(Extracted data entries)
▼
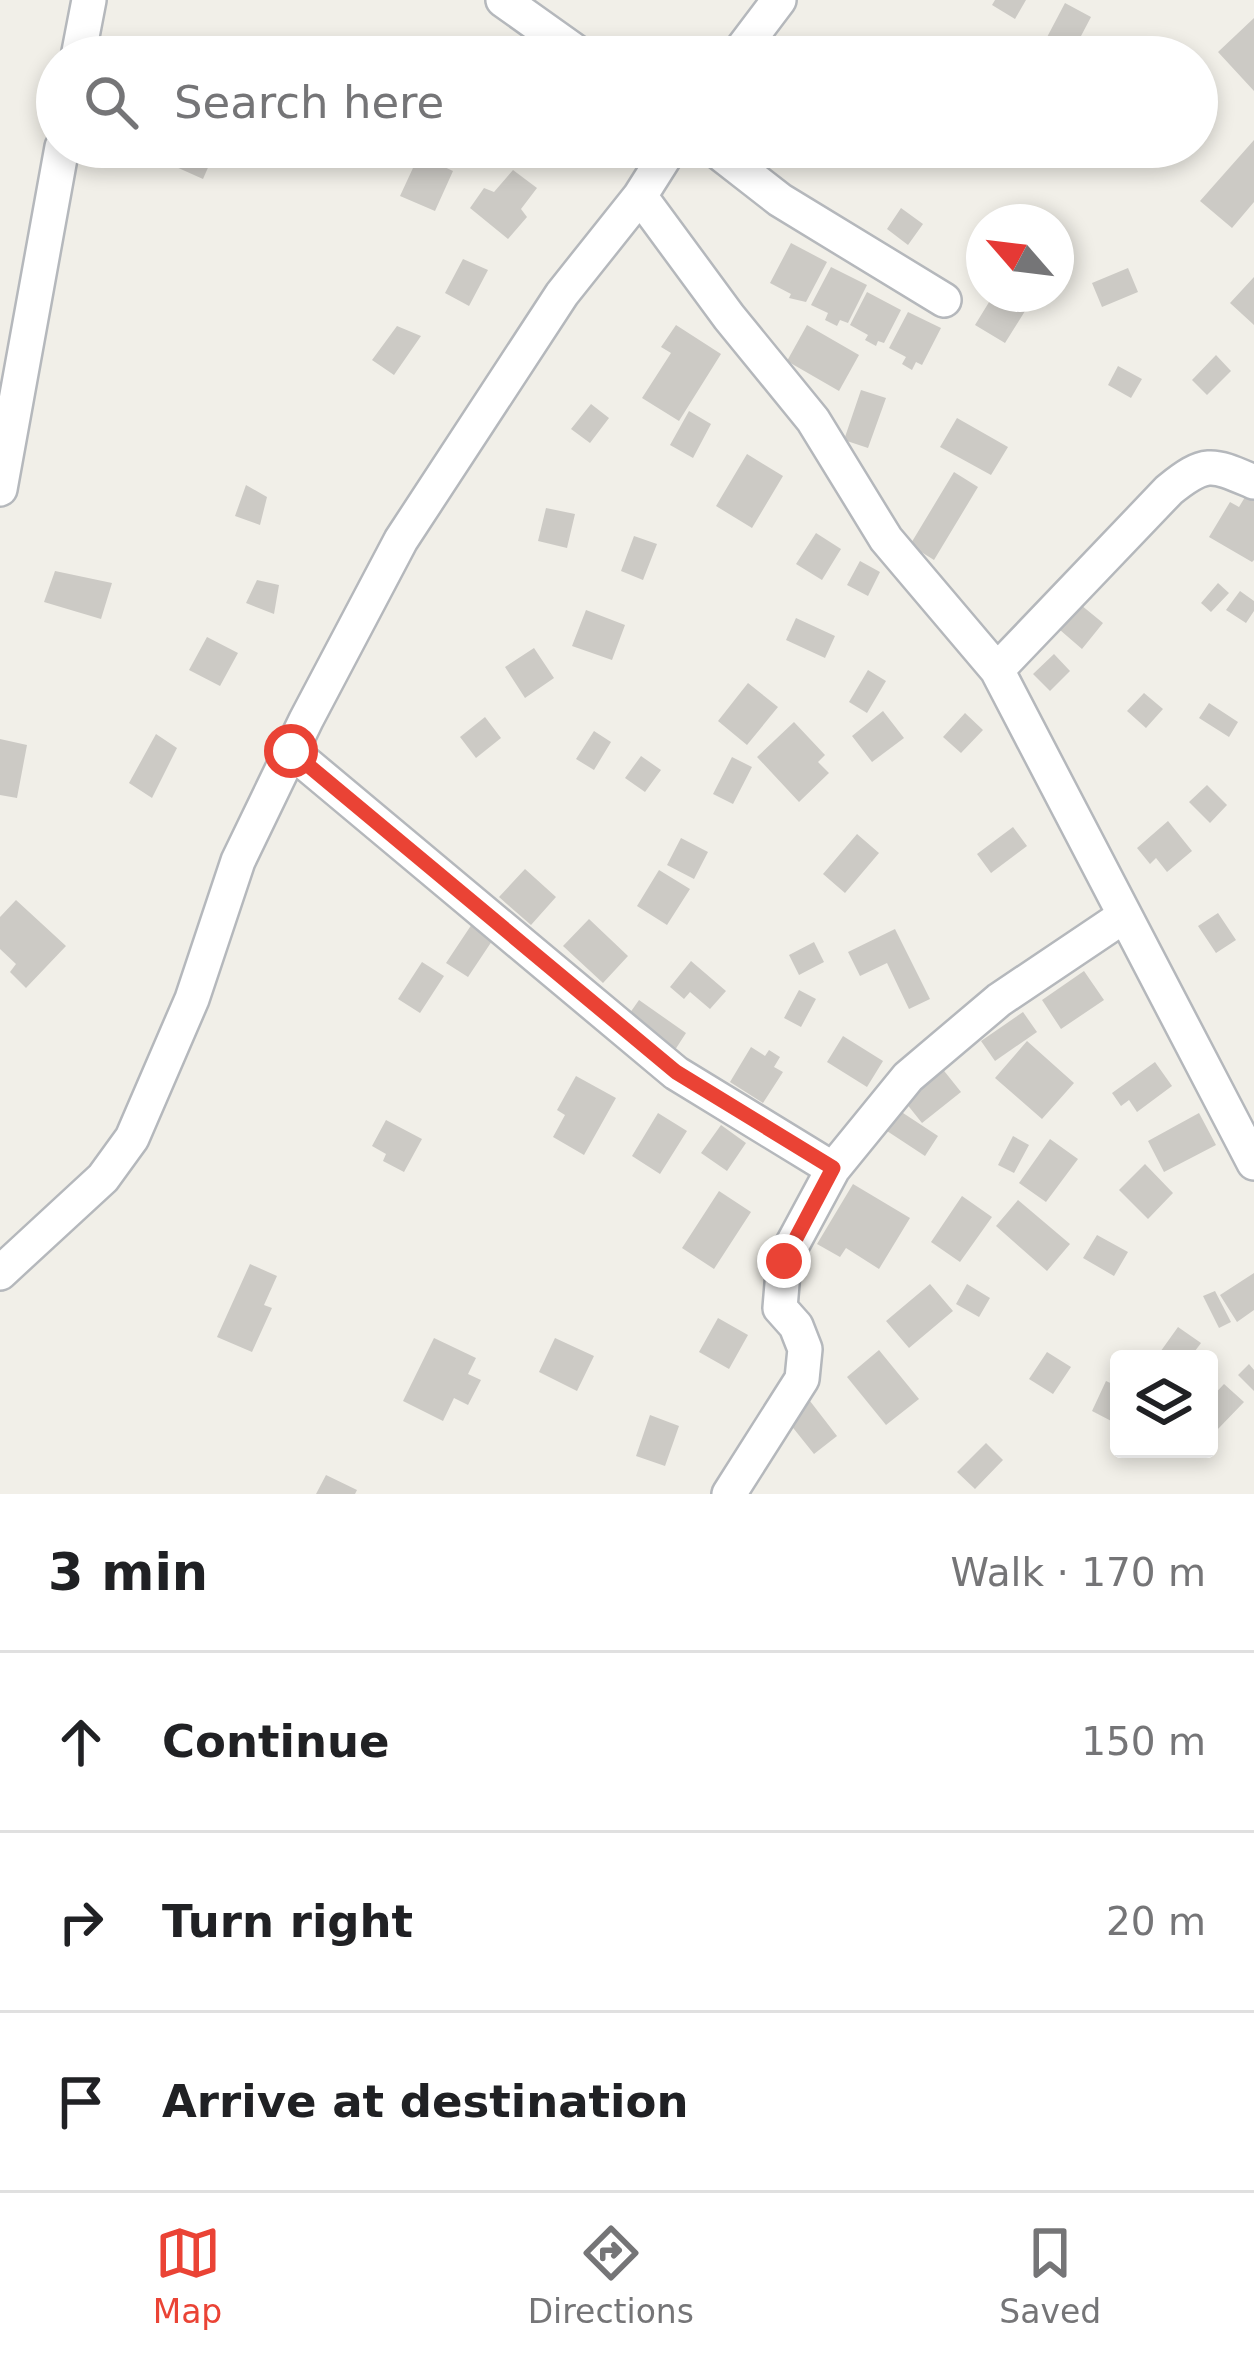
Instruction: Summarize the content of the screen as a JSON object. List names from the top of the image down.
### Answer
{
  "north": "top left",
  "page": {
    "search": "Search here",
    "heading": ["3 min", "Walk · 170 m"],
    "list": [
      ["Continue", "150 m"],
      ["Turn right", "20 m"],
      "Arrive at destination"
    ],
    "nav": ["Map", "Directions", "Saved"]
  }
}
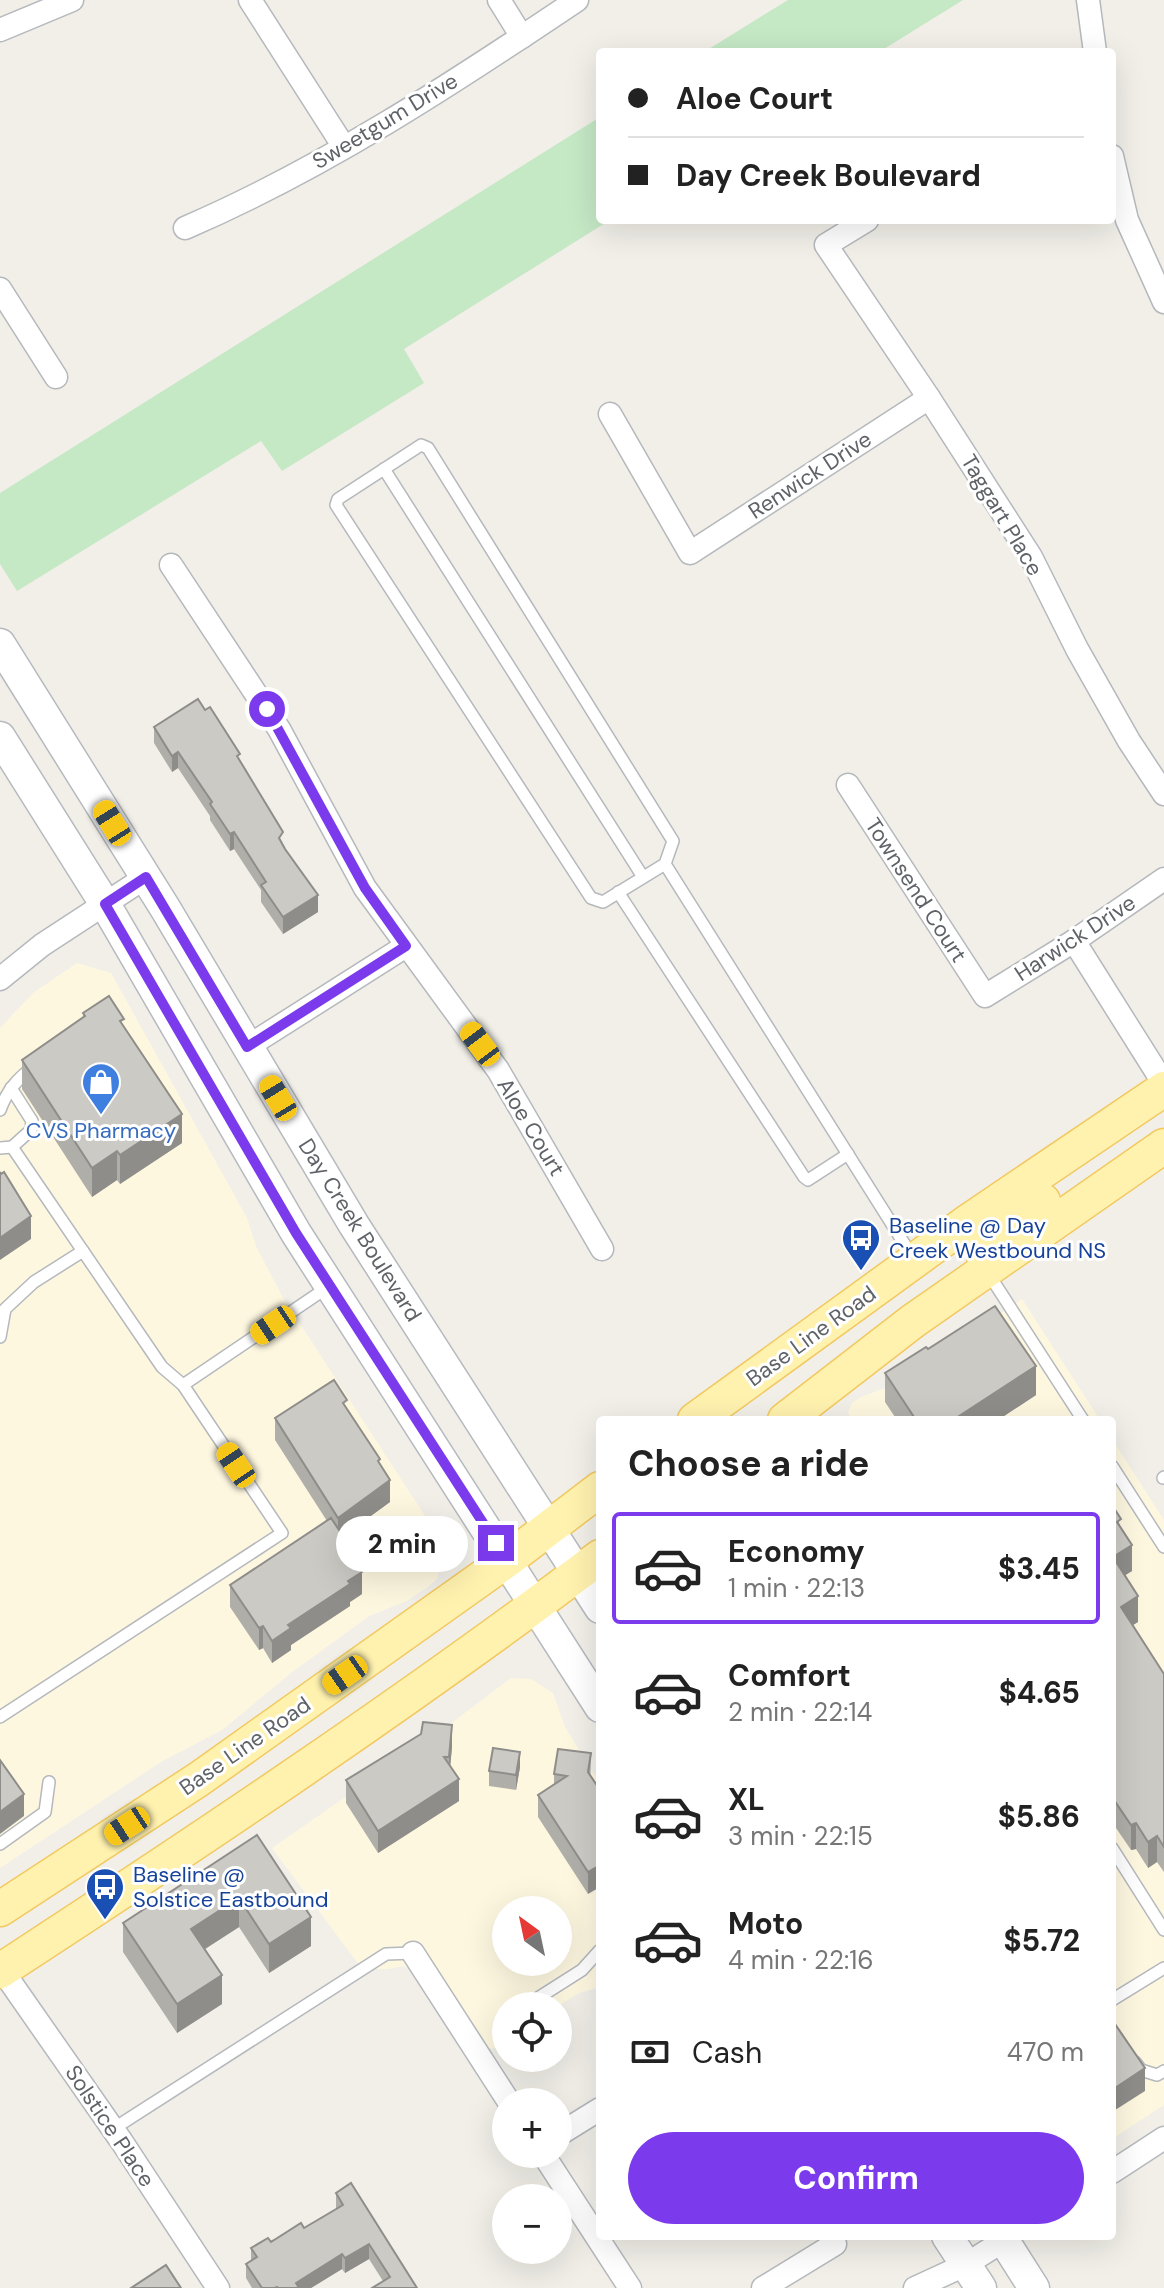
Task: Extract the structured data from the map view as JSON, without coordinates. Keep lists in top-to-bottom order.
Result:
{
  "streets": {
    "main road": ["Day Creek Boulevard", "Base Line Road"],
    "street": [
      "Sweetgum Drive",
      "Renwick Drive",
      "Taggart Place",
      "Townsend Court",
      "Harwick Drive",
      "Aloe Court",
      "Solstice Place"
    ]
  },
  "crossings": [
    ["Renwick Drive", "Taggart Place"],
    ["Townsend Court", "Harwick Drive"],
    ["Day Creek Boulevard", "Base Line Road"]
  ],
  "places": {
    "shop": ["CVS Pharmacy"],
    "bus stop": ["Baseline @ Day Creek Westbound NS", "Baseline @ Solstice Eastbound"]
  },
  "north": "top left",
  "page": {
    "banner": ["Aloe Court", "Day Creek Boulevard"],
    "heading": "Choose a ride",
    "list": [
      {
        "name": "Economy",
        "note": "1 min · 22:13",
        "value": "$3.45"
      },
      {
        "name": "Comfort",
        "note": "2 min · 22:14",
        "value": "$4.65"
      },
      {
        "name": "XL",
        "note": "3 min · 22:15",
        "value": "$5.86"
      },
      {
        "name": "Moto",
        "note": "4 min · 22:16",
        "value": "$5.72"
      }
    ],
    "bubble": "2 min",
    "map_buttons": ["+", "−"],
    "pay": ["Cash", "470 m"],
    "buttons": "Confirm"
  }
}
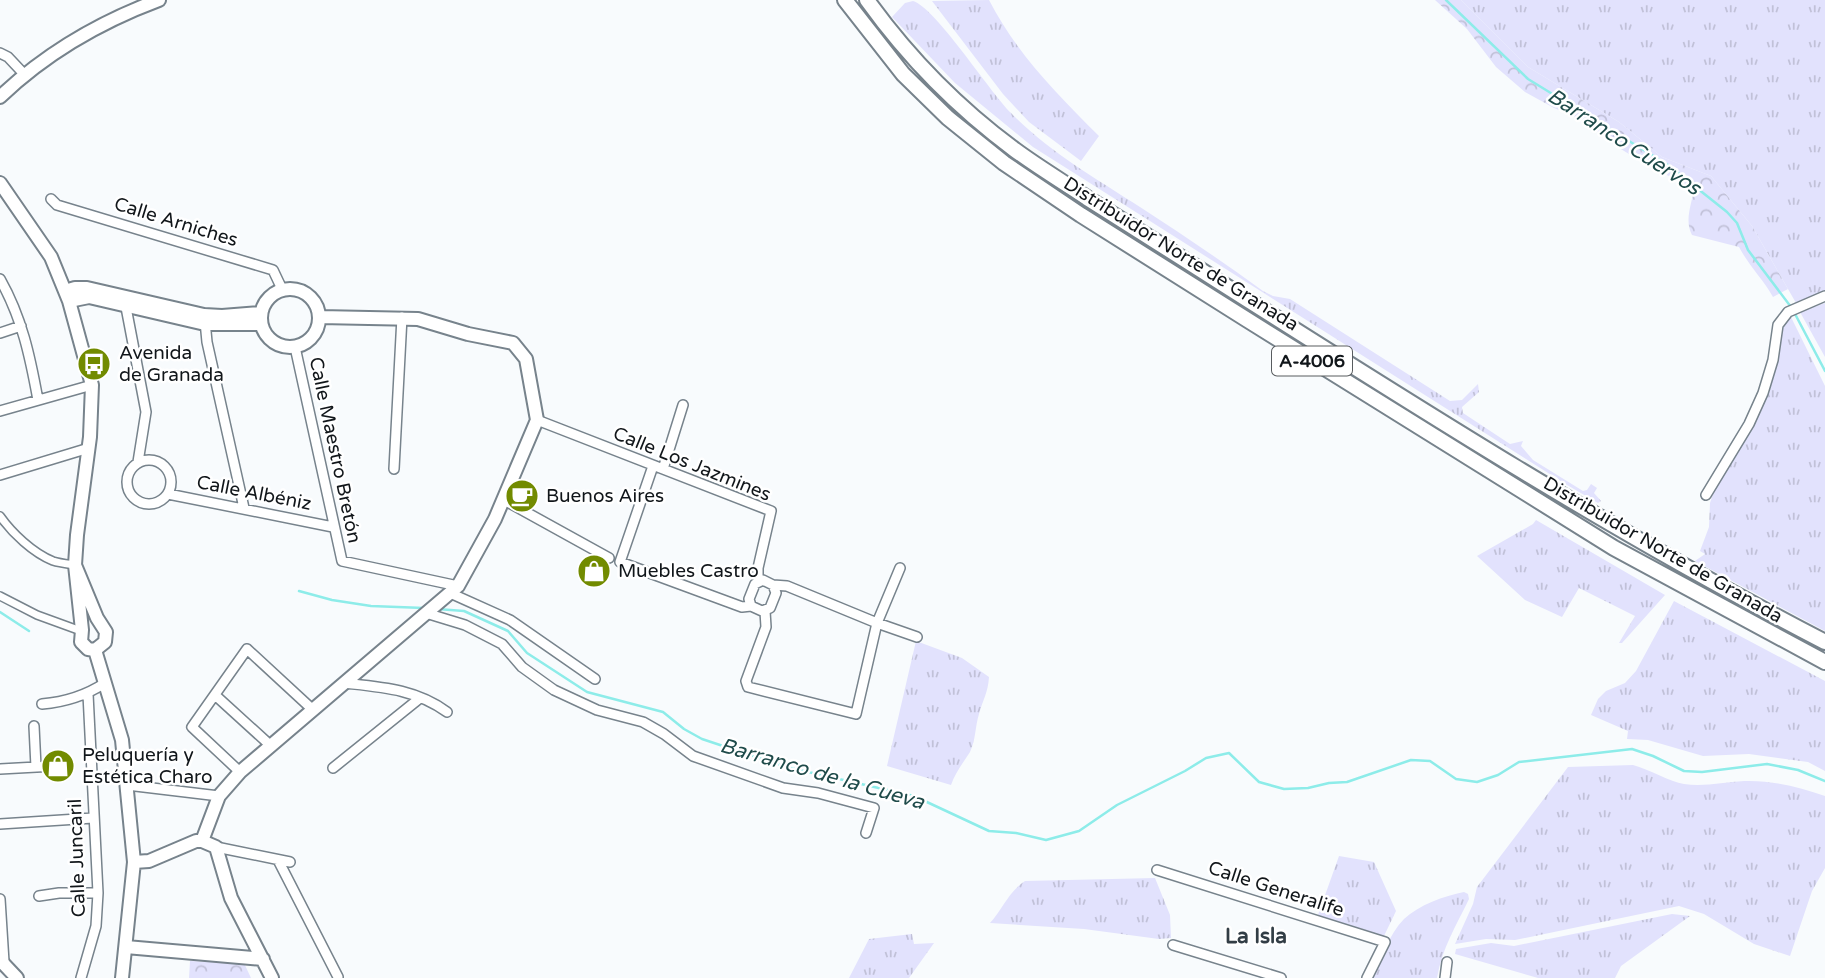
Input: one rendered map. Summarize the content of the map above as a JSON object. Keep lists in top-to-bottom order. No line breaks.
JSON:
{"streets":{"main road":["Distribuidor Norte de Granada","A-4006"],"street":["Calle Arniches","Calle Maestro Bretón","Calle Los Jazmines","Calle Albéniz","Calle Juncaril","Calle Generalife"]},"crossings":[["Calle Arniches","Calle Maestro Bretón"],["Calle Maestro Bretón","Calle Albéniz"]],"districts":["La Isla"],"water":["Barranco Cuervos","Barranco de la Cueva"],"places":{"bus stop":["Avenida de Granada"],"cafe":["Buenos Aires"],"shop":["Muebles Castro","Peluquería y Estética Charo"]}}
▲
• _TASK_: Filter the data for the string "bottom". Copy each matching line.

• _SOLUTION TO THE EXERCISE_:
Task: Extract the structured data from the map view as JSON, without coordinates. Keep lists in top-to-bottom order.
Input: one rendered map. Summarize the content of the map above as a JSON object. Keep lists in top-to-bottom order. No line breaks.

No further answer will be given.